Inclusion distance score: (0.875 / optimal_inclusion_distance)

Source score: 1 (must be correct)

Target and head scores: 1 if correct, -1 if incorrect

And to get a combined score, we need to add them together.

We can actually do this with the metrics available in Teku today:

(

validator_performance_correct_head_block_count - (validator_performance_expected_attestations - validator_performance_correct_head_block_count) +

validator_performance_correct_target_count - (validator_performance_expected_attestations - validator_performance_correct_target_count) +

validator_performance_included_attestations - (validator_performance_expected_attestations - validator_performance_included_attestations) +

(0.875 * validator_performance_included_attestations / validator_performance_inclusion_distance_average)

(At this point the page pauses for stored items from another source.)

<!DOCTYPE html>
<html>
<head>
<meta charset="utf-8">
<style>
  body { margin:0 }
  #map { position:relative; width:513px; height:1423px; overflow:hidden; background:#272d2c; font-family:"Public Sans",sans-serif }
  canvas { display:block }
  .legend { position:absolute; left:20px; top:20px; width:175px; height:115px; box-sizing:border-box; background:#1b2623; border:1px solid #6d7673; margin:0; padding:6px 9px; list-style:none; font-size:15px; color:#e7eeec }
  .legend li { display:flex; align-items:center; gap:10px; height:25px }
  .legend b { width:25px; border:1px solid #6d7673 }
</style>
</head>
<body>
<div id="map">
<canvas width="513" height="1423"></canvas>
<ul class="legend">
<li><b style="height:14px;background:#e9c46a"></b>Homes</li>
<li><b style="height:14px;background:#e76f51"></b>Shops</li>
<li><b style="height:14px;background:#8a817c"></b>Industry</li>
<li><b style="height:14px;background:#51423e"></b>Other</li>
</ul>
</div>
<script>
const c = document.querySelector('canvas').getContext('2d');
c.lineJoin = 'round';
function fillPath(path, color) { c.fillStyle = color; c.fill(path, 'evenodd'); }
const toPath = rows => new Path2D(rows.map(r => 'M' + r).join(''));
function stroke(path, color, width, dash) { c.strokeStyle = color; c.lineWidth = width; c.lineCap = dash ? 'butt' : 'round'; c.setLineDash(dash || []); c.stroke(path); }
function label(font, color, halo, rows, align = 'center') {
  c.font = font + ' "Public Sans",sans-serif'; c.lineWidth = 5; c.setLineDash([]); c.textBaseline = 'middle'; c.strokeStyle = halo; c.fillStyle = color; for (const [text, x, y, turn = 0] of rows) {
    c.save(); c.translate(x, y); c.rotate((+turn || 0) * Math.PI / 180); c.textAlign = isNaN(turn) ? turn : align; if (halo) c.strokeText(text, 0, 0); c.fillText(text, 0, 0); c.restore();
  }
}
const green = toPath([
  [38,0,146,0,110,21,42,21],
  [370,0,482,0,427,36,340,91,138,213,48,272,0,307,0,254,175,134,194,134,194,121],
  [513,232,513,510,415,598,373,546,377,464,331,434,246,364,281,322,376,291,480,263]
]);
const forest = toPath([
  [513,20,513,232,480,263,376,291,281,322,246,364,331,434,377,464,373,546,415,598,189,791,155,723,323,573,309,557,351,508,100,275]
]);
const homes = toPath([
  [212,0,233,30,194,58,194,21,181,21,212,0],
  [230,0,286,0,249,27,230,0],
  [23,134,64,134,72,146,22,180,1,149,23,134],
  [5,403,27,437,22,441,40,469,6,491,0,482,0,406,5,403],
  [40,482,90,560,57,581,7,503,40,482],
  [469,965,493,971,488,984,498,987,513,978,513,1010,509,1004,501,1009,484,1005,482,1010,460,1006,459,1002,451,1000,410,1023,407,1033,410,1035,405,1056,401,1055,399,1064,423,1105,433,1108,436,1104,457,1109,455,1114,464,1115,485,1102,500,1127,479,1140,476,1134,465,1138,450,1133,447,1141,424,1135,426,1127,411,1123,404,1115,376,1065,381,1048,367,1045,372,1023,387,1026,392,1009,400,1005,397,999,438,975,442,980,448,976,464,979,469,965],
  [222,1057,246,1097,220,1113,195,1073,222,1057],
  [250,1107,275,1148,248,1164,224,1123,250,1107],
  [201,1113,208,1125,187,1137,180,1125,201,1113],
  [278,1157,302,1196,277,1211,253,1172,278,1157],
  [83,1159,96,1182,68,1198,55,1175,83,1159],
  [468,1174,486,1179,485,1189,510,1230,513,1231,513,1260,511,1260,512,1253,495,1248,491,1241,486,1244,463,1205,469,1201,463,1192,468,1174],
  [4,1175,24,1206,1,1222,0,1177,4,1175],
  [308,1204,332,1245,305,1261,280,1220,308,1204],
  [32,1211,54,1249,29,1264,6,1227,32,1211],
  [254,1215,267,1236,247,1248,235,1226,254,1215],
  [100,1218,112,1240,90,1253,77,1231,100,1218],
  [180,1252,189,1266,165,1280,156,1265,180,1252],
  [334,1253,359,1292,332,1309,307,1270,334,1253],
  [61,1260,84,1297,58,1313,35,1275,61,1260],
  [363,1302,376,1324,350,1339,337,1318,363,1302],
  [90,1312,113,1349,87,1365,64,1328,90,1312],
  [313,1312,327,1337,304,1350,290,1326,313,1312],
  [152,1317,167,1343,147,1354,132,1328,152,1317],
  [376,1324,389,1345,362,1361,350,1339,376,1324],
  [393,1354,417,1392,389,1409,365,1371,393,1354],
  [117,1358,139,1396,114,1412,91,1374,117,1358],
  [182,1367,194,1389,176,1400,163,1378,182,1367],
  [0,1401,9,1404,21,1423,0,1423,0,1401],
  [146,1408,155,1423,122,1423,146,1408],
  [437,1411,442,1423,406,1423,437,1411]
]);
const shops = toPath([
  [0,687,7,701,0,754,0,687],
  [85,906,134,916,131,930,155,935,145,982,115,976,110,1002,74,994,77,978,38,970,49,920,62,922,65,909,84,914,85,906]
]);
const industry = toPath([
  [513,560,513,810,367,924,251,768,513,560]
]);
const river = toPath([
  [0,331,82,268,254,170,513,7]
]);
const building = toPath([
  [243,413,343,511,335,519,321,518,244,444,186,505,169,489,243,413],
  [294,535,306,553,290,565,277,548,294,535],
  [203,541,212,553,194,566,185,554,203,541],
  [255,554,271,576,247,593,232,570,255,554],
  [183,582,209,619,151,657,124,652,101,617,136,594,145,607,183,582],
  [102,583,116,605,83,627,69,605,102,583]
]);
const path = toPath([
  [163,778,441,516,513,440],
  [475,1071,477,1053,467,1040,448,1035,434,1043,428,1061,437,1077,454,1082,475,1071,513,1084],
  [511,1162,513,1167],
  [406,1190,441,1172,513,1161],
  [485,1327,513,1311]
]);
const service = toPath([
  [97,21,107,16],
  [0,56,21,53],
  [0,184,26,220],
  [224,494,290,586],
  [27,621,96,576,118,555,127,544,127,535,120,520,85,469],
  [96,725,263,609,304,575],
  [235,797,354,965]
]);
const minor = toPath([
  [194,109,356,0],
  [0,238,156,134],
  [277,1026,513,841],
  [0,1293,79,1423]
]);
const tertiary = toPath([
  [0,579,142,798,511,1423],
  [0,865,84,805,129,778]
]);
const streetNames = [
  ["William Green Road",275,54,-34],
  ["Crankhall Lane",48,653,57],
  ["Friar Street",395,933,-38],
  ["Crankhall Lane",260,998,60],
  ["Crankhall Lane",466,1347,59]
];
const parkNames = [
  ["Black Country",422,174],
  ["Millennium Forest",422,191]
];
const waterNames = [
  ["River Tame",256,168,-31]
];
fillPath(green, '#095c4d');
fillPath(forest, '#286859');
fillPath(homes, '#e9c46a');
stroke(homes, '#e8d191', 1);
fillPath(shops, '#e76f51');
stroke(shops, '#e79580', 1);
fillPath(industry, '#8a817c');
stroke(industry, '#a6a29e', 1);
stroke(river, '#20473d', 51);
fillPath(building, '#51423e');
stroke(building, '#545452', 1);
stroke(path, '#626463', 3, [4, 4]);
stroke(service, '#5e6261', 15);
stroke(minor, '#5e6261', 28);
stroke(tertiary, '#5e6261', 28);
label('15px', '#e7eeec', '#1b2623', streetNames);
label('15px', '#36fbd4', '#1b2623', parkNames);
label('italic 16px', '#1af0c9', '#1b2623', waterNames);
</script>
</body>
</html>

) / validator_performance_expected_attestations / 3.875

Which is essentially :

(

(correct_head_count - incorrect_head_count +

correct_target_count - incorrect_target_count +

included_attestation_count - missed_attestation_count

) / expected_attestation_count +

0.875 / inclusion_distance_average

) / 3.875

To give a score between 0 and 1 pretty closely approximating the percentage of possible attestation rewards that were earned. With the discouragement attack factor ignored, we are slightly overvaluing the source, target and head rewards but it’s very minimal. On MainNet currently they should be +0.99 when correct instead of +1 so doesn’t seem worth worrying about.

You can also calculate this fairly well for any validator using a chaind database with a very long and slow SQL query.

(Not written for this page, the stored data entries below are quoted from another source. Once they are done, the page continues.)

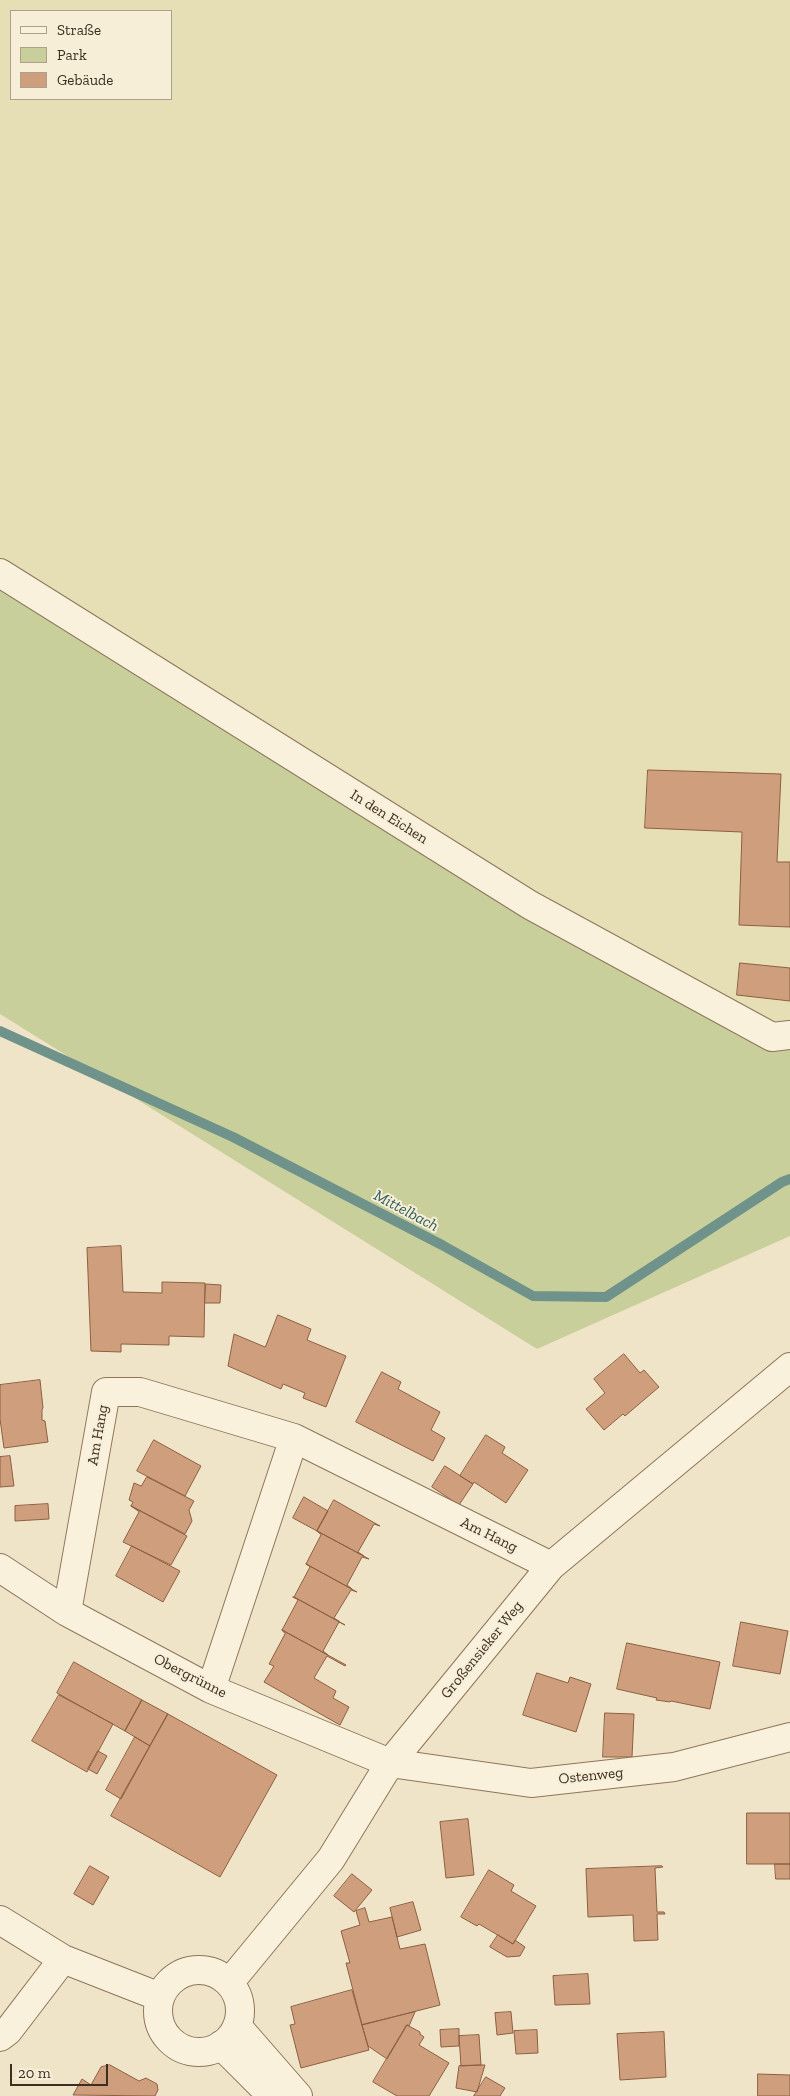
<!DOCTYPE html>
<html>
<head>
<meta charset="utf-8">
<style>
	body { margin:0 }
	#map { position:relative; width:790px; height:2096px; overflow:hidden; background:#f0e4c8; font-family:"Zilla Slab",serif }
	canvas { display:block }
	.legend { position:absolute; left:10px; top:10px; width:162px; height:90px; box-sizing:border-box; background:#f7eed8; border:1px solid #ada18e; margin:0; padding:6px 9px; list-style:none; font-size:15px; color:#3d2e20 }
	.legend li { display:flex; align-items:center; gap:10px; height:25px }
	.legend b { width:25px; border:1px solid #ada18e }
	.scale { position:absolute; left:10px; top:2064px; width:98px; height:22px; box-sizing:border-box; border:2px solid #3d2e20; border-top:0; padding-left:6px; font-size:15px; line-height:18px; white-space:nowrap; color:#3d2e20; -webkit-text-stroke:4px #f7eed8; paint-order:stroke }
</style>
</head>
<body>
<div id="map">
<canvas width="790" height="2096"></canvas>
<ul class="legend">
<li><b style="height:6px;background:#faf1dc"></b>Straße</li>
<li><b style="height:14px;background:#c9cf9b"></b>Park</li>
<li><b style="height:14px;background:#cf9f7d"></b>Gebäude</li>
</ul>
<div class="scale">20 m</div>
</div>
<script>
const context = document.querySelector('canvas').getContext('2d');
context.lineJoin = 'round';
function paint(path, color) { context.fillStyle = color; context.fill(path, 'evenodd'); }
function strokePath(path, color, width, dash) { context.strokeStyle = color; context.lineWidth = width; context.lineCap = dash ? 'butt' : 'round'; context.setLineDash(dash || []); context.stroke(path); }
function drawText(font, color, halo, rows, align = 'center') {
  context.font = font + ' "Zilla Slab",serif'; context.lineWidth = 4; context.setLineDash([]); context.textBaseline = 'middle'; context.strokeStyle = halo; context.fillStyle = color; for (const [text, x, y, turn = 0] of rows) {
    context.save(); context.translate(x, y); context.rotate((+turn || 0) * Math.PI / 180); context.textAlign = isNaN(turn) ? turn : align; if (halo) context.strokeText(text, 0, 0); context.fillText(text, 0, 0); context.restore();
  }
}
const farmland = new Path2D(`
	M0,0H790V1020L773,1026L548,905L0,561ZM11,11H171V99H11Z`);
const green = new Path2D(`
	M0,561L548,905L773,1026L790,1020V1236L537,1349L0,1014Z`);
const stream = new Path2D(`
	M0,1031L233,1137L442,1245L533,1296L606,1297L782,1182L790,1179`);
const building = new Path2D(`
	M648,770L781,774L777,862H790V927L739,925L742,832L645,828Z
	M740,963L790,968V1001L737,995Z
	M121,1246L123,1292L162,1293V1282L205,1283L204,1337L169,1336V1345L121,1344V1352L91,1351L87,1248Z
	M206,1284L221,1285L220,1303H205Z
	M278,1315L311,1329L307,1340L346,1356L326,1407L303,1398L305,1393L283,1384L281,1389L228,1366L234,1334L265,1347Z
	M624,1354L640,1373L644,1370L659,1387L625,1416L623,1414L604,1430L586,1409L605,1393L594,1379Z
	M382,1372L401,1382L398,1389L440,1412L431,1430L445,1438L433,1461L356,1422Z
	M40,1380L43,1408L42,1409V1420L45,1421L48,1442L4,1448L0,1419V1385Z
	M486,1435L505,1447L502,1453L528,1470L506,1503L474,1482L473,1484L460,1476Z
	M154,1440L201,1466L185,1496L137,1471Z
	M10,1456L14,1486L0,1487V1457Z
	M445,1466L473,1484L459,1505L432,1487Z
	M147,1477L194,1501L189,1510L192,1521L185,1534L131,1506L133,1502L129,1500L134,1483L141,1486Z
	M304,1497L328,1511L317,1531L293,1518Z
	M334,1500L380,1526L374,1524L358,1552L364,1556L317,1531Z
	M48,1504L49,1519L15,1521V1506Z
	M131,1506L187,1536L171,1565L123,1542L139,1512Z
	M317,1531L369,1559L362,1557L347,1585L352,1589L306,1564L321,1535Z
	M132,1546L180,1571L163,1602L116,1576Z
	M306,1564L357,1592L351,1590L334,1618L340,1622L294,1597L310,1567Z
	M293,1597H294L345,1625L339,1622L323,1651L328,1655L282,1630L298,1600Z
	M741,1622L788,1631L780,1674L733,1666Z
	M282,1630L346,1665L345,1666L327,1656L314,1678L336,1691L333,1698L349,1707L340,1725L264,1682L274,1666L269,1664L285,1634Z
	M627,1643L720,1662L710,1709L671,1701L670,1702L656,1700L657,1698L617,1689Z
	M74,1662L142,1700L125,1731L57,1693Z
	M537,1673L568,1683L570,1677L591,1684L576,1732L523,1715Z
	M59,1695L113,1724L87,1772L32,1741Z
	M142,1700L168,1714L150,1746L125,1731Z
	M605,1713L634,1714L632,1757H603Z
	M168,1714L277,1775L220,1877L111,1816Z
	M135,1737L150,1746L121,1799L106,1790Z
	M98,1751L107,1756L97,1774L88,1769Z
	M747,1813H790V1864H747Z
	M468,1819L474,1875L446,1878L440,1822Z
	M775,1864H790V1879H776Z
	M90,1866L109,1877L93,1905L74,1894Z
	M662,1866L663,1867L655,1868L657,1912H664L665,1914H657L658,1940L634,1941L633,1915L588,1917L586,1869Z
	M489,1870L514,1885L511,1891L536,1906L513,1944L479,1924L477,1926L461,1917Z
	M352,1874L372,1890L354,1912L334,1896Z
	M413,1902L421,1930L397,1937L390,1908Z
	M365,1908L369,1922L392,1917L400,1949L425,1944L440,2005L362,2025L346,1963H350L341,1931L360,1925L356,1911Z
	M498,1935L513,1944L515,1940L525,1947L520,1956L507,1957L490,1947Z
	M588,1974L590,2004L555,2005L553,1976Z
	M352,1990L369,2050L301,2068L290,2025L295,2024L291,2007Z
	M415,2012L409,2026L407,2025L387,2059L368,2046L362,2025Z
	M511,2012L513,2033L497,2035L495,2013Z
	M407,2025L420,2032V2034L424,2037L419,2045L449,2063L429,2096H397L373,2082Z
	M459,2029V2046L441,2047L440,2030Z
	M537,2030L538,2053L516,2054L514,2031Z
	M664,2032L666,2077L620,2080L617,2034Z
	M479,2035L481,2065L461,2066L459,2036Z
	M110,2065L139,2081L146,2078L157,2084L158,2090L155,2096L73,2095L82,2079L91,2085L101,2067Z
	M481,2065H485L477,2092L456,2088L459,2066Z
	M758,2074L790,2075V2096H758Z
	M486,2077L505,2088L500,2096H474Z`);
const minor = new Path2D(`
	M0,573L530,905L772,1037L790,1035
	M0,1568L67,1612L211,1689L390,1763L531,1783L674,1767L790,1737
	M67,1612L106,1392H140L294,1438L551,1566
	M211,1689L294,1438
	M0,1920L63,1959L160,1997
	M158 2011a41 41 0 1 1 82 0a41 41 0 1 1-82 0Z
	M229,1983L331,1859L390,1763L551,1566L790,1367
	M237,2026L298,2096
	M0,2037L8,2031L63,1959
	M221,2045L265,2089L280,2096`);
const streetNames = [
	["In den Eichen",389,817,32],
	["Am Hang",98,1435,-80],
	["Am Hang",489,1535,26],
	["Großensieker Weg",482,1650,-51],
	["Obergrünne",190,1676,27],
	["Ostenweg",591,1776,-6]
];
const waterNames = [
	["Mittelbach",406,1211,28]
];
paint(farmland, '#e6deb5');
paint(green, '#c9cf9b');
strokePath(stream, '#6f938a', 10);
paint(building, '#cf9f7d');
strokePath(building, '#8d5f41', 1);
strokePath(minor, '#8d765c', 30);
strokePath(minor, '#faf1dc', 28);
drawText('15px', '#3d2e20', '#f7eed8', streetNames);
drawText('italic 16px', '#2f5d5a', '#f7eed8', waterNames);
</script>
</body>
</html>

### Evaluating the Results

Looking at the numbers for a bunch of validators on MainNet, generally validators are scoring in the high 90% range with scores over 99% being common but over anything more than a day it’s hard to find a validator with 100% which generally matches what we’d expect given the high participation rates of MainNet but knowing that some blocks do turn up late which will likely result in at least the head being wrong.

One key piece of randomness that’s still creeping into these scores though are that its significantly more likely to get the target wrong if you’re attesting to the first slot of the epoch – because then target and head are the same and those first blocks are tending to come quite late. There are spec changes coming which should solve this but it is still affecting results at the moment.

### What About Block Rewards?

For now I’m just looking at what percentage of blocks are successfully proposed when scheduled (should be 100%). There are a lot of factors that affect the maximum reward available for blocks – while blocks aren’t reaching the limit on number of attestations that can be included, I’d expect that all the variation in rewards comes down to luck. Definitely an area that could use some further research though.